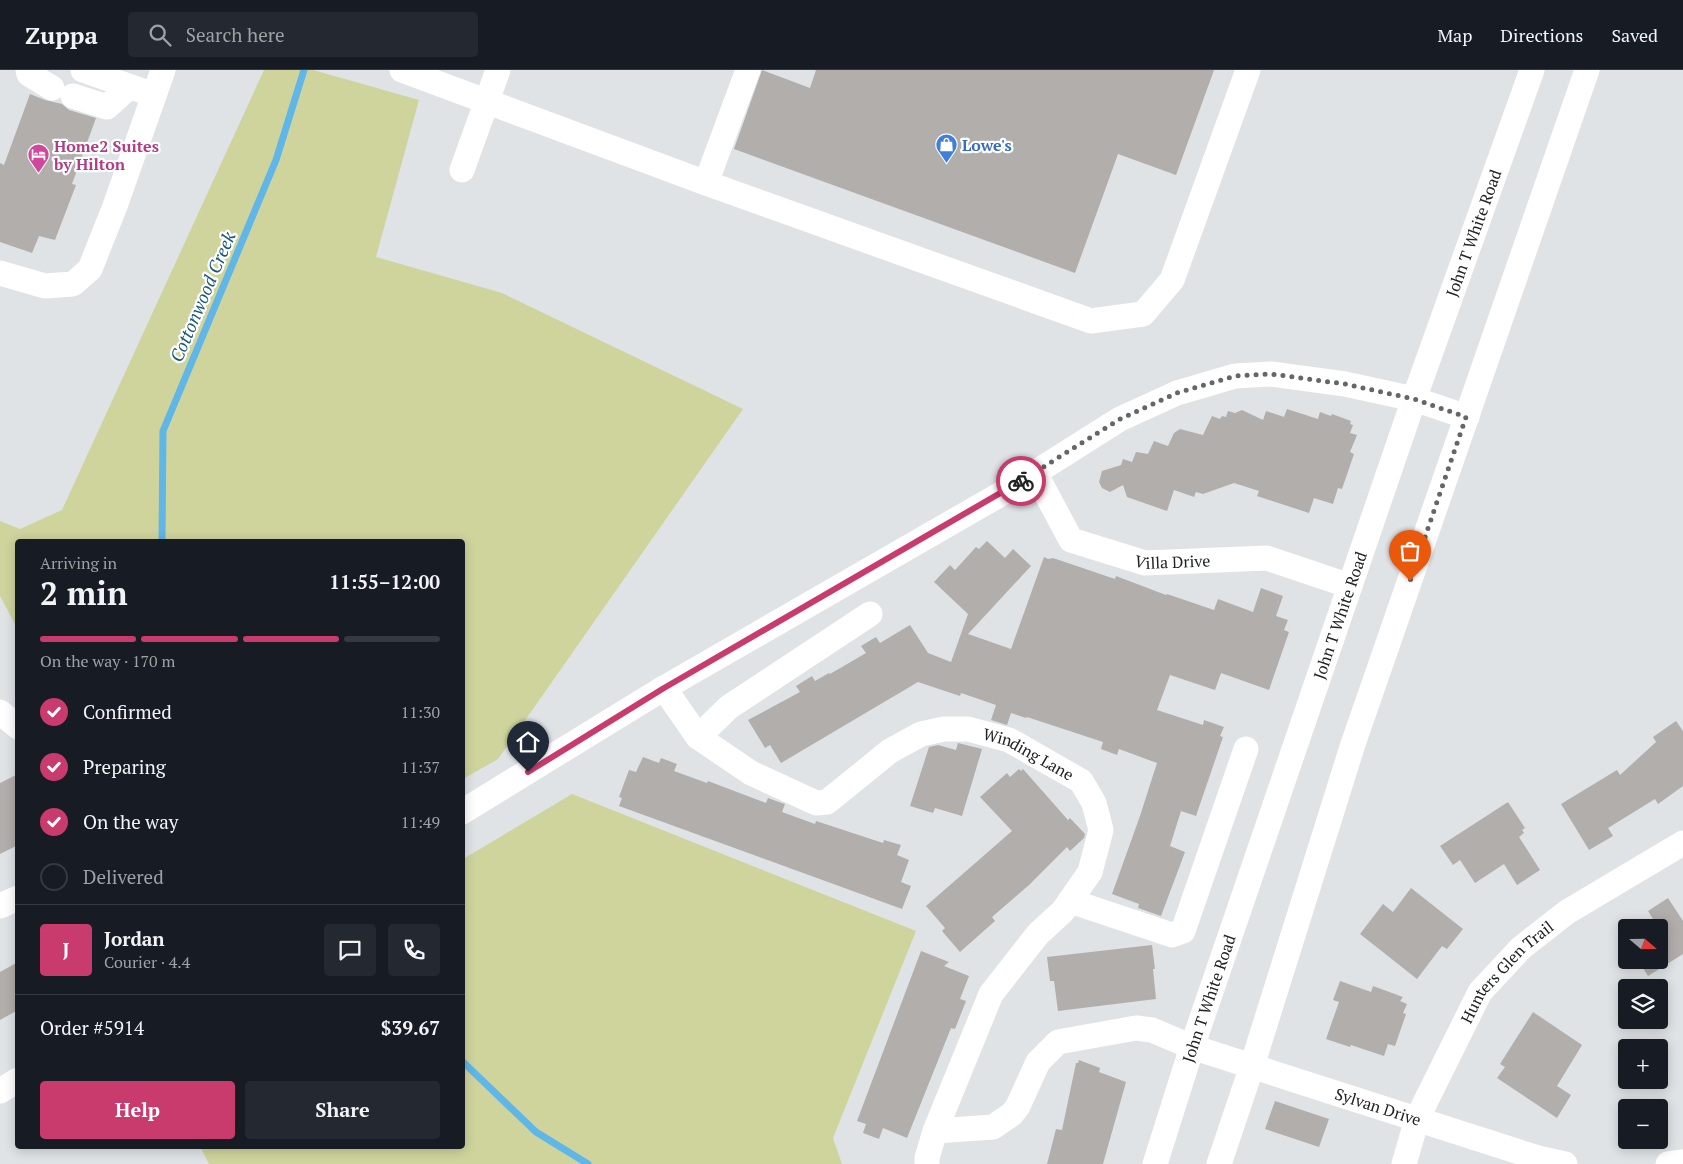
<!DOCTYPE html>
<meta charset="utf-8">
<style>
body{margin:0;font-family:"PT Serif",serif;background:#242831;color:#f1f3f6;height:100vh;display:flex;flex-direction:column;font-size:19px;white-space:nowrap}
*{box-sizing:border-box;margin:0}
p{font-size:16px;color:#9ea1a6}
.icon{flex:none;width:28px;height:28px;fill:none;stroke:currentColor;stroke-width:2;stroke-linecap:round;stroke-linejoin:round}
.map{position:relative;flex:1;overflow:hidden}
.details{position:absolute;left:15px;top:469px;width:450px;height:610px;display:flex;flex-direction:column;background:#171b24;border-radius:5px;box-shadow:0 2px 12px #0003}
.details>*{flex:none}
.needle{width:32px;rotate:110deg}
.buttons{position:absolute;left:1618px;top:849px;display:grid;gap:10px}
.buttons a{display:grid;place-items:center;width:50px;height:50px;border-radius:5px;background:#171b24;box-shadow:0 2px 12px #0003;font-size:25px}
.pin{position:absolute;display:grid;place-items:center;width:42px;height:42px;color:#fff;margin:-51px -21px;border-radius:50% 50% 50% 0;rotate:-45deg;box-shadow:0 0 5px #0007}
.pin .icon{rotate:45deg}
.courier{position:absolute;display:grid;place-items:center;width:50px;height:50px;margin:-25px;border:4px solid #c83b6c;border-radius:50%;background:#fff;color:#222;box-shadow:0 1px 6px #0007}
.summary em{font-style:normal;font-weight:700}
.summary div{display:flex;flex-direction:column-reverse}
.summary{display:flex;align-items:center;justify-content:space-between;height:85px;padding:0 25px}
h1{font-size:32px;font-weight:700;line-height:38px}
.bar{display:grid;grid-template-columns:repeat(4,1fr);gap:8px 5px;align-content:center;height:60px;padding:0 25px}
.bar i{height:6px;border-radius:4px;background:#363941}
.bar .selected{background:#c83b6c}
.bar p{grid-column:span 4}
.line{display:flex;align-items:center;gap:12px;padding:0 25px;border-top:1px solid #363941}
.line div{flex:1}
.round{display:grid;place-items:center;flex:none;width:52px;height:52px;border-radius:5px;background:#242831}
ol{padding:0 25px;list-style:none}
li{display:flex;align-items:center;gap:15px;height:55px}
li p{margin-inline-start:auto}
li .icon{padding:5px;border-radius:50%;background:#c83b6c;color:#fff;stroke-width:4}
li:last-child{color:#9ea1a6}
li i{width:28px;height:28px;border:2px solid #363941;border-radius:50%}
.primary-button{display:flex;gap:10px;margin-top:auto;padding:10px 25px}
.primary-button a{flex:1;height:58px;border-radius:5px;background:#c83b6c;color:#fff;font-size:20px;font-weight:700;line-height:58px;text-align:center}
.primary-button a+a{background:#242831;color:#f1f3f6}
header{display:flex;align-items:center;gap:30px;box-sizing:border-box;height:70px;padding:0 25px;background:#171b24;border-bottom:1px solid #363941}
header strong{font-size:24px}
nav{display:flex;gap:28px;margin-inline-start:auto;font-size:18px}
.search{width:350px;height:45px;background:#242831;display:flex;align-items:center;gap:12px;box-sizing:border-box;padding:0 18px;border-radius:5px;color:#9ea1a6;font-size:19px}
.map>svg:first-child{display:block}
</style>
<header>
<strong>Zuppa</strong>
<div class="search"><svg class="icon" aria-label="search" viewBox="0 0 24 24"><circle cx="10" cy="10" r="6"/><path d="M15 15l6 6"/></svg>Search here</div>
<nav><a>Map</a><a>Directions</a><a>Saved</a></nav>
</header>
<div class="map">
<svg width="1683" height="1094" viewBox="0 0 1683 1094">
<rect width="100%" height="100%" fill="#dfe3e5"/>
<g fill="#cfd49d">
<path d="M264,0H313L419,30L376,187L502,223L743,339L498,689L463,709L462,471H18L17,558L0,526V451L20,459L62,440Z"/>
<path d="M572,724L916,861L833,1068L842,1094H209L200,1076H462L463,789Z"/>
</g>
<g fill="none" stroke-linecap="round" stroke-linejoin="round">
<g stroke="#60b6e7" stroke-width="7">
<path d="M162,471L163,361L276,90L304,0"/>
<path d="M462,991L536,1062L588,1094"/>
</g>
</g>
<g fill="#b2aeac">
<path d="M762,0L810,18L816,0H1214L1176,105L1118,84L1075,203L734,79Z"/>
<path d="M30,24L45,30L62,34L69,40L96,48L72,114L76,115L55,170L39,166L32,183L0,172V93L4,95Z"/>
<path d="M1287,339L1318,349L1320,342L1331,346L1332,344L1351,351L1350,354L1353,355L1350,363L1357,365L1350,382L1354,384L1342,419L1338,418L1333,434L1314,428L1309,443L1257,426L1259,421L1234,413L1203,424L1196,422L1194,427L1174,420L1167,441L1127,427L1123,415L1110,422L1102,418L1099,412L1102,401L1121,395L1123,389L1132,392L1136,382L1148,384L1154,371L1168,376L1174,363L1180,359L1203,365L1212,346L1220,349L1222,346L1226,347L1228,341L1235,343L1242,340L1263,350L1266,341L1284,347Z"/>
<path d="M987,471L1005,488L1013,479L1031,496L968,564L1011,579L1044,487L1048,489L1053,488L1115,509L1116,506L1166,525L1167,524L1214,540L1218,529L1253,542L1261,518L1283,526L1276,546L1288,550L1284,560L1289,562L1269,620L1221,603L1215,620L1170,605L1157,640L1203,655L1204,650L1224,657L1220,666L1223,667L1196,746L1181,741L1170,776L1185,782L1161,846L1138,838L1139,834L1112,824L1140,746L1157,693L1119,679L1117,685L1101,679L1103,672L1027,647L1026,648L1011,643L1007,655L991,650L996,635L961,623L960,626L918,612L781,693L770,675L765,678L748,650L800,622L796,616L812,606L815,611L829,603L830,604L866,583L861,576L876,567L880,573L910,555L928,583L951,592L968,544L934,512L950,495L955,500L976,477L979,479Z"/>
<path d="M1676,651L1683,661V716L1658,734L1655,729L1608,758L1613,766L1589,780L1561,734L1617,700L1620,705L1656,672L1653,667Z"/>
<path d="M958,673L982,679L962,746L935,738L933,743L910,736L929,677L938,675L956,680Z"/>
<path d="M643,687L659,693L661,688L677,694L674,701L707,713L708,711L766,733L768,728L779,732L785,734L782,742L815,754L816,751L883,773L884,770L901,775L897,785L909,790L901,812L911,816L902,839L619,736L622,728L619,727L629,700L636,702Z"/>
<path d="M1019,699L1021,701L1023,699L1068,750L1070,748L1085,764L1084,768L1070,781L1067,777L1029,815L992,847L995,851L960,882L942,861L945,858L926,836L1012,761L980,727L1007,703L1010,707Z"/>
<path d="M18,704V775L0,784V713Z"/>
<path d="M1508,732L1525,758L1522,760L1524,763L1519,767L1540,800L1517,815L1504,794L1475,813L1460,790L1453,795L1440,776Z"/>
<path d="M1411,818L1463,859L1447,879L1442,876L1417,909L1360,864L1383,834L1393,842Z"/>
<path d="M1668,828L1683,851V884L1648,906L1638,890H1659V858H1640L1653,849L1648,841Z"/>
<path d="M1152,875L1155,899H1153L1156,929L1058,941L1054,911H1050L1047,887Z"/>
<path d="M921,881L949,892L944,896L969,906L960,929L966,931L955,959L951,958L907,1068L883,1058L879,1069L863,1063L866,1054L857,1051Z"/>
<path d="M18,892V940L0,950V902Z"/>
<path d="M1340,911L1371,922L1373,916L1403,927L1400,931L1407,934L1403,943L1406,944L1395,976L1388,974L1384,986L1351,975L1350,977L1326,969L1339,932L1333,930Z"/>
<path d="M1533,942L1582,975L1557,1016L1571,1025L1557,1048L1497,1008L1505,997L1500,994Z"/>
<path d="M1079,990L1100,998L1099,1002L1126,1012L1103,1094H1047L1056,1059L1062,1060L1076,993H1078Z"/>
<path d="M1275,1031L1329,1049L1319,1077L1265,1059Z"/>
</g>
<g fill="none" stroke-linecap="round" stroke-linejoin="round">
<g stroke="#fff" stroke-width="25">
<path d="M28,0L29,4L52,18"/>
<path d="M83,0L154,25"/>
<path d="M402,0L706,113L1091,251L1143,244L1172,210L1248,0"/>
<path d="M73,26L107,37L129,17"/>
<path d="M462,100L498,0"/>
<path d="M706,113L748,0"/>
<path d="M0,203L45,216L73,214L90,199L115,136L163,0"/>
<path id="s1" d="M1035,403L1071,470L1145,493L1267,488L1350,516"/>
<path id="s2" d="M664,618L698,667L751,703L816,733L827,732L890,681L921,664L944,659H968L1009,670L1081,711L1094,733L1101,760L1090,802L1063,841L1038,864L991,924L935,1061L927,1088V1094"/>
<path d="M0,642L18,657"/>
<path d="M698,667L729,637L870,544"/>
<path d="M462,742L664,618L1006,421L1120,349L1177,323L1235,306L1271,304L1345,314L1414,329L1467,347"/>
<path d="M1070,831L1172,865L1183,861L1246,679"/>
<path d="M0,836L18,828"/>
<path d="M0,1021L18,1010"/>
<path id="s3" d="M935,1061L993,1057L1012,1044L1018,1036L1038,992L1058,972L1136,958L1152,960L1192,977L1538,1088L1565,1094"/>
<path id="s4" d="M1155,1094L1192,977L1414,329L1532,0"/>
<path d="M1219,1094L1252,996L1353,674L1587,0"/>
<path id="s5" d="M1404,1094L1417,1049L1480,922L1521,878L1567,842L1683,773"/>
<path d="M1668,1094L1683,1092"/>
</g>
</g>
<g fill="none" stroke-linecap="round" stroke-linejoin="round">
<path stroke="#646667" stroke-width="5" stroke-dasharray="0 9" d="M1021,411L1120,349L1177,323L1235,306L1271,304L1345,314L1414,329L1466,347L1410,511"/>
<path stroke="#c83b6c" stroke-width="6" d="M528,702L664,618L1021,411"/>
</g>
<defs>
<symbol id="shop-pin" viewBox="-11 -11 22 30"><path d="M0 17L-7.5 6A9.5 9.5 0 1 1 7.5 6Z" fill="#3f7fe0" stroke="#fff"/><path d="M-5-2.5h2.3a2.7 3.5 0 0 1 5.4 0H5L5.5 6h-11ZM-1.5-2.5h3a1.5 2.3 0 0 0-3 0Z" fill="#fff"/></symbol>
<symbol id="hotel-pin" viewBox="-11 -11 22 30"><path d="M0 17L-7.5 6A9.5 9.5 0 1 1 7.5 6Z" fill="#d1479c" stroke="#fff"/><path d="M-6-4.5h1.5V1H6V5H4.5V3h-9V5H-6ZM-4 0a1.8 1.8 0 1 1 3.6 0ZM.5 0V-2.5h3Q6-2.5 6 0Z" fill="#fff"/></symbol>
</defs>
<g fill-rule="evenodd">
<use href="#shop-pin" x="934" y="62" width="25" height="34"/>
<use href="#hotel-pin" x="26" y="72" width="25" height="34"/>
</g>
<g text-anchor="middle" stroke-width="4.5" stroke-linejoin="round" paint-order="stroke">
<g font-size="16" font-weight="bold" fill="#366cbe" stroke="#fff" text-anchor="start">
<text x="962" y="81">Lowe's</text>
</g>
<g font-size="16" font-weight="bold" fill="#b23c85" stroke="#fff" text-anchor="start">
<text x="54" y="82">Home2 Suites<tspan x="54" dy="18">by Hilton</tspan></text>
</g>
<g font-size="16" fill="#212223" stroke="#fff">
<text dy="6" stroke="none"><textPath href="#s4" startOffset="984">John T White Road</textPath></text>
<text dy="6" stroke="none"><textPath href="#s1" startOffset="181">Villa Drive</textPath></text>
<text dy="6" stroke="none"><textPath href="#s4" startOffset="579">John T White Road</textPath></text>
<text dy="6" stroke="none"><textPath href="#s2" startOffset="436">Winding Lane</textPath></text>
<text dy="6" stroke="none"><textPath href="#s5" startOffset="221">Hunters Glen Trail</textPath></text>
<text dy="6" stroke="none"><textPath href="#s4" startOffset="174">John T White Road</textPath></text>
<text dy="6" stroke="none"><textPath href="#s3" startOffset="502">Sylvan Drive</textPath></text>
</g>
<g font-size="18" font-style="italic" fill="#18597b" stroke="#fff">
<text transform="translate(203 227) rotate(-67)" y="6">Cottonwood Creek</text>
</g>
</g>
</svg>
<div class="buttons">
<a><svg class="needle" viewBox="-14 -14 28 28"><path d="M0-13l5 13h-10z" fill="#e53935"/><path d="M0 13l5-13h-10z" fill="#9ea1a6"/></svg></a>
<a><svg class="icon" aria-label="layers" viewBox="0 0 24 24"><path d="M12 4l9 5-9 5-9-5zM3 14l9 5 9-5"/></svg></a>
<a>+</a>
<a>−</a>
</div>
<div class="pin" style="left:1410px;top:511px;background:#ea580c"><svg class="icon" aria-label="bag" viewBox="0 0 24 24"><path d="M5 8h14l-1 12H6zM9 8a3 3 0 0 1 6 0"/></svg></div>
<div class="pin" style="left:528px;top:702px;background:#1f2937"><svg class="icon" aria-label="home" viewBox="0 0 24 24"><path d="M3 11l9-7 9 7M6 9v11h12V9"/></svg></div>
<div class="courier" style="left:1021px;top:411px"><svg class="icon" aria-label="bike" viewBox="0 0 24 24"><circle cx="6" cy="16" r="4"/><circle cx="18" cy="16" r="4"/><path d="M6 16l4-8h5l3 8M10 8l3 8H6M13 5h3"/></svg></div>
<section class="details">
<div class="summary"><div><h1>2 min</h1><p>Arriving in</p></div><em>11:55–12:00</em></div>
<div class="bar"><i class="selected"></i><i class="selected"></i><i class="selected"></i><i></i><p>On the way · 170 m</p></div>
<ol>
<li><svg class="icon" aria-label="check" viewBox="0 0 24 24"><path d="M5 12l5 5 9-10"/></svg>Confirmed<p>11:30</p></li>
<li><svg class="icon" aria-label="check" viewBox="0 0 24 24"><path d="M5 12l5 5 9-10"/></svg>Preparing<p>11:37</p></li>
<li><svg class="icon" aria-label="check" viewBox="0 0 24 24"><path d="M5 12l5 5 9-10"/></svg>On the way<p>11:49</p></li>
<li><i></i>Delivered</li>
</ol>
<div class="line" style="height:90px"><b class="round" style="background:#c83b6c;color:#fff">J</b><div><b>Jordan</b><p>Courier · 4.4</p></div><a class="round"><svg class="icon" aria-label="chat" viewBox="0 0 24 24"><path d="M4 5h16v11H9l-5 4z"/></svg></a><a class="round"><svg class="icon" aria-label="phone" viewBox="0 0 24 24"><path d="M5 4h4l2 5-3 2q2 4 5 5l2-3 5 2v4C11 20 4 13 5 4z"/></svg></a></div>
<div class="line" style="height:65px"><div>Order #5914</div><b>$39.67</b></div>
<div class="primary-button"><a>Help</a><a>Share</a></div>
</section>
</div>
---------------
**What you will do:** Copy each line of the data that contains the word "check", leaving the other lines out.

**Your solution:**
<li><svg class="icon" aria-label="check" viewBox="0 0 24 24"><path d="M5 12l5 5 9-10"/></svg>Confirmed<p>11:30</p></li>
<li><svg class="icon" aria-label="check" viewBox="0 0 24 24"><path d="M5 12l5 5 9-10"/></svg>Preparing<p>11:37</p></li>
<li><svg class="icon" aria-label="check" viewBox="0 0 24 24"><path d="M5 12l5 5 9-10"/></svg>On the way<p>11:49</p></li>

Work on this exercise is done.